◆ Saved data entries ◆
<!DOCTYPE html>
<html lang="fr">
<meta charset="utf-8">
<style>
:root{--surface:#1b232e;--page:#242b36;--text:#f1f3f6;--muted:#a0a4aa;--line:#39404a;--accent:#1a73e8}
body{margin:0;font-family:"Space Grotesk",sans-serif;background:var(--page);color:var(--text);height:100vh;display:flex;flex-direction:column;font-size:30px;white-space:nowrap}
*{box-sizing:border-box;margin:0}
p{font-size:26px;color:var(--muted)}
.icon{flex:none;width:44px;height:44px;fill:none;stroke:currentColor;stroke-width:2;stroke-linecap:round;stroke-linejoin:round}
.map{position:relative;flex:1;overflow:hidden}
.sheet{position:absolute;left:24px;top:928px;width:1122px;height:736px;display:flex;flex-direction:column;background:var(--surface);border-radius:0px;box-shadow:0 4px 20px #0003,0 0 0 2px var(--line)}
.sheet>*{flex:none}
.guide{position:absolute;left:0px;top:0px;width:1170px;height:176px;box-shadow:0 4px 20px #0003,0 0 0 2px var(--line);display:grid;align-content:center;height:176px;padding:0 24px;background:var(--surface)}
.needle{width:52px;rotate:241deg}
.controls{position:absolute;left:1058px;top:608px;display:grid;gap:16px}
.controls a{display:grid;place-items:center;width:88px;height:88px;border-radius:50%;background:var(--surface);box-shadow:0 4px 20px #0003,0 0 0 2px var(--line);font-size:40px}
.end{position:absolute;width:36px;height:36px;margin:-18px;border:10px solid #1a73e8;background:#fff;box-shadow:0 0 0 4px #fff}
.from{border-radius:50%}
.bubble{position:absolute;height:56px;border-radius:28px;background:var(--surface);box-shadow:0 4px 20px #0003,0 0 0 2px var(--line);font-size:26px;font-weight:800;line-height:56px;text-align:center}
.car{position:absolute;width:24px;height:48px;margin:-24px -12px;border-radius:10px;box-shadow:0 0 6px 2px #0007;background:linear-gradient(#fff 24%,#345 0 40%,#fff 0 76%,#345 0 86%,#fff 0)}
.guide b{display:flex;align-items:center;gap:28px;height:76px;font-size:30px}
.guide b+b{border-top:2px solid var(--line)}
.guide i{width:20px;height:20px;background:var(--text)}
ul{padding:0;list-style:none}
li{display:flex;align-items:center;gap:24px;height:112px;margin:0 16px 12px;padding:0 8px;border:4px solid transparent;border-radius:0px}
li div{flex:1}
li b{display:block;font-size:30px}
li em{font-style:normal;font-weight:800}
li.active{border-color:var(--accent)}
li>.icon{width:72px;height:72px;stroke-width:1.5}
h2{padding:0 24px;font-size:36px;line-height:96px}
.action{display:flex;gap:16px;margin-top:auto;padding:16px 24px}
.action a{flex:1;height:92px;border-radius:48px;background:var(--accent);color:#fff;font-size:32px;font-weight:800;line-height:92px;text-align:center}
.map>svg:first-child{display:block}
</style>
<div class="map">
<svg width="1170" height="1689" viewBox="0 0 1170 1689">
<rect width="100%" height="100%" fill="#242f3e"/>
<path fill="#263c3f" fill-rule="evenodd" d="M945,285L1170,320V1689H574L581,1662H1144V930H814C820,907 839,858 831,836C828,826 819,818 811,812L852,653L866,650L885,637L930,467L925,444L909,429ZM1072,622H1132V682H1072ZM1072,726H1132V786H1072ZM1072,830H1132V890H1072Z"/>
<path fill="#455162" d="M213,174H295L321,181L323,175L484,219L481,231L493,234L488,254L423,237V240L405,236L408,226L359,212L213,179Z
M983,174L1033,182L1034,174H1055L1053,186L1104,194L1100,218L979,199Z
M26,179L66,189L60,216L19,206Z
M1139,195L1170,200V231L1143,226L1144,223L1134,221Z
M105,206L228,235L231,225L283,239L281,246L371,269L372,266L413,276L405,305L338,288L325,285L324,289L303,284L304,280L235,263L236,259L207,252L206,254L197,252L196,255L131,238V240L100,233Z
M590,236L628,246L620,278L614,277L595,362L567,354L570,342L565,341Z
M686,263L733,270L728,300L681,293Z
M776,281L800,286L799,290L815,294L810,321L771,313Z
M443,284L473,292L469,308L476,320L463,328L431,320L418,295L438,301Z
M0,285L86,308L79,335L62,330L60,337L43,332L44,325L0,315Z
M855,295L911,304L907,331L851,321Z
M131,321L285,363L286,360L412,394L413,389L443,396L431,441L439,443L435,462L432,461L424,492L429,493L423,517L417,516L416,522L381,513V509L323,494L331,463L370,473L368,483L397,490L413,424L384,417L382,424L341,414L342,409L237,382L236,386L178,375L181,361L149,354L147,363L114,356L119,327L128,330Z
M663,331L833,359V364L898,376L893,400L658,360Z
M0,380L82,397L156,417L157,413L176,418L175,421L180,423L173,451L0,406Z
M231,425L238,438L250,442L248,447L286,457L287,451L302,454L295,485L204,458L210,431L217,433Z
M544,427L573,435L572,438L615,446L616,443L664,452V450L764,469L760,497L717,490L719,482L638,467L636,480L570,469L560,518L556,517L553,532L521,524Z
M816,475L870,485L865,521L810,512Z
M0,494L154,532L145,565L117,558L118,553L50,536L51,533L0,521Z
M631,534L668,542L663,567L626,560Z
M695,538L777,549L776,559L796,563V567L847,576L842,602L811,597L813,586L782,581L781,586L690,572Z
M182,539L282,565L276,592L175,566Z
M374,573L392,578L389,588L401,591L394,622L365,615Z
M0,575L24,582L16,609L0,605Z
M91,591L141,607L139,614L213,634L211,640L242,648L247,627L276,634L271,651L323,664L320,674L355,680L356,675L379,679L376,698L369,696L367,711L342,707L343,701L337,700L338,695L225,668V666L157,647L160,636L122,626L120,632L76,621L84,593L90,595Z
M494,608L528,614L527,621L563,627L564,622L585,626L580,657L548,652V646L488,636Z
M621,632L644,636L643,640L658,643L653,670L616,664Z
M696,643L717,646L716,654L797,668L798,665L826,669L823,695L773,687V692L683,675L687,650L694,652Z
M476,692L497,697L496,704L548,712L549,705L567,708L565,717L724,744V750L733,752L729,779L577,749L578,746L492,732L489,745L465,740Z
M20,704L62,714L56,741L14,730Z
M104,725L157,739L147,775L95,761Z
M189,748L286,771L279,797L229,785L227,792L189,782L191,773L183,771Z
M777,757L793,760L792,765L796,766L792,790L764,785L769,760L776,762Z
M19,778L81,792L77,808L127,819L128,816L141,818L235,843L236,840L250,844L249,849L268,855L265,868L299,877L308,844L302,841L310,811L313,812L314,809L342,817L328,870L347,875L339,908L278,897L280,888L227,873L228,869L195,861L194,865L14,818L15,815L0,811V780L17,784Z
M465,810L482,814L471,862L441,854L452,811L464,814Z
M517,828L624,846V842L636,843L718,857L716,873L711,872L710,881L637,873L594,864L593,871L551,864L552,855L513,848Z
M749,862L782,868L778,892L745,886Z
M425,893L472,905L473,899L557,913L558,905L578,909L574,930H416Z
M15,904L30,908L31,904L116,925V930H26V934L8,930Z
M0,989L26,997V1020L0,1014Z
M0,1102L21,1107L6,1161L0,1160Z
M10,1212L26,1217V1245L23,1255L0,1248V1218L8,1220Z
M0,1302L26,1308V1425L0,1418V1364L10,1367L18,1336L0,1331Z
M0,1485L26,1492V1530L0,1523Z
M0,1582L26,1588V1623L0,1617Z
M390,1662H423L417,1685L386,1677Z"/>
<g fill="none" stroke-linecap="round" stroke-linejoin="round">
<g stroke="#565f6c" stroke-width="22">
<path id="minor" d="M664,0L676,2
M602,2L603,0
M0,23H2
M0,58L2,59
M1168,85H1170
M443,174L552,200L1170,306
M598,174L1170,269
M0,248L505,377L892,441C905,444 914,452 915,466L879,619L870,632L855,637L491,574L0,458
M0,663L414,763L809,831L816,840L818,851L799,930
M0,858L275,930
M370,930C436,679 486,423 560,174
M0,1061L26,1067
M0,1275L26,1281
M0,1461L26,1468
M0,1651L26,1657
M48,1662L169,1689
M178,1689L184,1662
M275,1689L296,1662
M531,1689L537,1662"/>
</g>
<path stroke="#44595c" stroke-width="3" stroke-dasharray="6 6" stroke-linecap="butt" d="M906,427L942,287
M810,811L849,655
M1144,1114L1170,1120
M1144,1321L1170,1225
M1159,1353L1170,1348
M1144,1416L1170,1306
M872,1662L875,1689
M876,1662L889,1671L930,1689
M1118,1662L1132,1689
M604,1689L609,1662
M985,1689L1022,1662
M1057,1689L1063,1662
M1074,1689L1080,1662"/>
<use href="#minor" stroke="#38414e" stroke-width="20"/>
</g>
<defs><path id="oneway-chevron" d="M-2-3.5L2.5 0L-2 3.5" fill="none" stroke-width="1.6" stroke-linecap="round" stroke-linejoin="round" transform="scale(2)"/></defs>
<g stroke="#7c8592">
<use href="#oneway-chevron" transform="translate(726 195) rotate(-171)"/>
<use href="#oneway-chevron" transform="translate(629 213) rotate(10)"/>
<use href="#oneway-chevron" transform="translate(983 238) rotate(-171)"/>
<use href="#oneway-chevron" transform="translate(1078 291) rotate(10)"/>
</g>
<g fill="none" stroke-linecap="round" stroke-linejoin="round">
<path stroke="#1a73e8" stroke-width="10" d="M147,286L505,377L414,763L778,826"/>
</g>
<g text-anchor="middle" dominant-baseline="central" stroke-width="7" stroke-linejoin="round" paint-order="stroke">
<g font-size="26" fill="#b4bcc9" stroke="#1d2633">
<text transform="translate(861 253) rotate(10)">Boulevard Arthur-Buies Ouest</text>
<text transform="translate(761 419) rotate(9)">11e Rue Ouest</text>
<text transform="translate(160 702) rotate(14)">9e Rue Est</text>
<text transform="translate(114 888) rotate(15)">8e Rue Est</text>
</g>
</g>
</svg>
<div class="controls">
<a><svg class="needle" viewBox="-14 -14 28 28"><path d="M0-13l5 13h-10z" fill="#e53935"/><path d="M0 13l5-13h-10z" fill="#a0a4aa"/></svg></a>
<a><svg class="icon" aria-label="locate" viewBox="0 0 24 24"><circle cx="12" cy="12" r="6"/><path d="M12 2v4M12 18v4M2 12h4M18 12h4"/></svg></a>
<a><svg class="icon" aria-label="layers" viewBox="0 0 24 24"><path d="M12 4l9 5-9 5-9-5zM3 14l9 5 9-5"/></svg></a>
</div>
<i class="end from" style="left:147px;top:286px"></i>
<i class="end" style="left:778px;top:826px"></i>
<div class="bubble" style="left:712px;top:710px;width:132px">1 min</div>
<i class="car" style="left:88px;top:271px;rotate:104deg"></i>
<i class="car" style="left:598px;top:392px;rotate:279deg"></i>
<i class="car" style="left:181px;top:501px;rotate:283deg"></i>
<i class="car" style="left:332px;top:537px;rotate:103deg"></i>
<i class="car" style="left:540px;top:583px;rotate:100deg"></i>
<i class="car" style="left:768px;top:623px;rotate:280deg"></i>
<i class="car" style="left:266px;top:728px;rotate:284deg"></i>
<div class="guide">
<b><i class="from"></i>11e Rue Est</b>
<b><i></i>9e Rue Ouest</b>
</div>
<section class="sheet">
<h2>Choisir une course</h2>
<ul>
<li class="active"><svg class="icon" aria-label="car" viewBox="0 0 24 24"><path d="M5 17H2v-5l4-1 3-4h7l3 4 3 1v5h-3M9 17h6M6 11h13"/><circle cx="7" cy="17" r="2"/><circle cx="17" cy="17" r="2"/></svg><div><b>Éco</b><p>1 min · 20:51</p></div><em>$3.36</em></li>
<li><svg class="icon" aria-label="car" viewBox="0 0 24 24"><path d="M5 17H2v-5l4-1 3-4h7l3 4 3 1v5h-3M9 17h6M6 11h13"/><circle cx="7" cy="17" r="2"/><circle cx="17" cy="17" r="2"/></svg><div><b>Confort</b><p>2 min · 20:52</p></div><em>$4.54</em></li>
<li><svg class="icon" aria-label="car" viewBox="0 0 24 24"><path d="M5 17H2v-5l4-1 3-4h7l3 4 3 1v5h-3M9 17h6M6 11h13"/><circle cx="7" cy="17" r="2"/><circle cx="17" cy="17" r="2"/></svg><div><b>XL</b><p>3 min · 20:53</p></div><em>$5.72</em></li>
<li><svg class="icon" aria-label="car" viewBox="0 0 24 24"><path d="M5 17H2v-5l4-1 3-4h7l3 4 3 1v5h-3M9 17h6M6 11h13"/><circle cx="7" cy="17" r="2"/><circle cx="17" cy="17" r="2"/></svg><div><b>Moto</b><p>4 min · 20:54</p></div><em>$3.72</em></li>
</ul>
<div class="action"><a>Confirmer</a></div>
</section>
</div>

◆ What is needed ◆
The result is a copy of every line above where the word "viewBox" shows up.

◆ Reply ◆
<svg width="1170" height="1689" viewBox="0 0 1170 1689">
<a><svg class="needle" viewBox="-14 -14 28 28"><path d="M0-13l5 13h-10z" fill="#e53935"/><path d="M0 13l5-13h-10z" fill="#a0a4aa"/></svg></a>
<a><svg class="icon" aria-label="locate" viewBox="0 0 24 24"><circle cx="12" cy="12" r="6"/><path d="M12 2v4M12 18v4M2 12h4M18 12h4"/></svg></a>
<a><svg class="icon" aria-label="layers" viewBox="0 0 24 24"><path d="M12 4l9 5-9 5-9-5zM3 14l9 5 9-5"/></svg></a>
<li class="active"><svg class="icon" aria-label="car" viewBox="0 0 24 24"><path d="M5 17H2v-5l4-1 3-4h7l3 4 3 1v5h-3M9 17h6M6 11h13"/><circle cx="7" cy="17" r="2"/><circle cx="17" cy="17" r="2"/></svg><div><b>Éco</b><p>1 min · 20:51</p></div><em>$3.36</em></li>
<li><svg class="icon" aria-label="car" viewBox="0 0 24 24"><path d="M5 17H2v-5l4-1 3-4h7l3 4 3 1v5h-3M9 17h6M6 11h13"/><circle cx="7" cy="17" r="2"/><circle cx="17" cy="17" r="2"/></svg><div><b>Confort</b><p>2 min · 20:52</p></div><em>$4.54</em></li>
<li><svg class="icon" aria-label="car" viewBox="0 0 24 24"><path d="M5 17H2v-5l4-1 3-4h7l3 4 3 1v5h-3M9 17h6M6 11h13"/><circle cx="7" cy="17" r="2"/><circle cx="17" cy="17" r="2"/></svg><div><b>XL</b><p>3 min · 20:53</p></div><em>$5.72</em></li>
<li><svg class="icon" aria-label="car" viewBox="0 0 24 24"><path d="M5 17H2v-5l4-1 3-4h7l3 4 3 1v5h-3M9 17h6M6 11h13"/><circle cx="7" cy="17" r="2"/><circle cx="17" cy="17" r="2"/></svg><div><b>Moto</b><p>4 min · 20:54</p></div><em>$3.72</em></li>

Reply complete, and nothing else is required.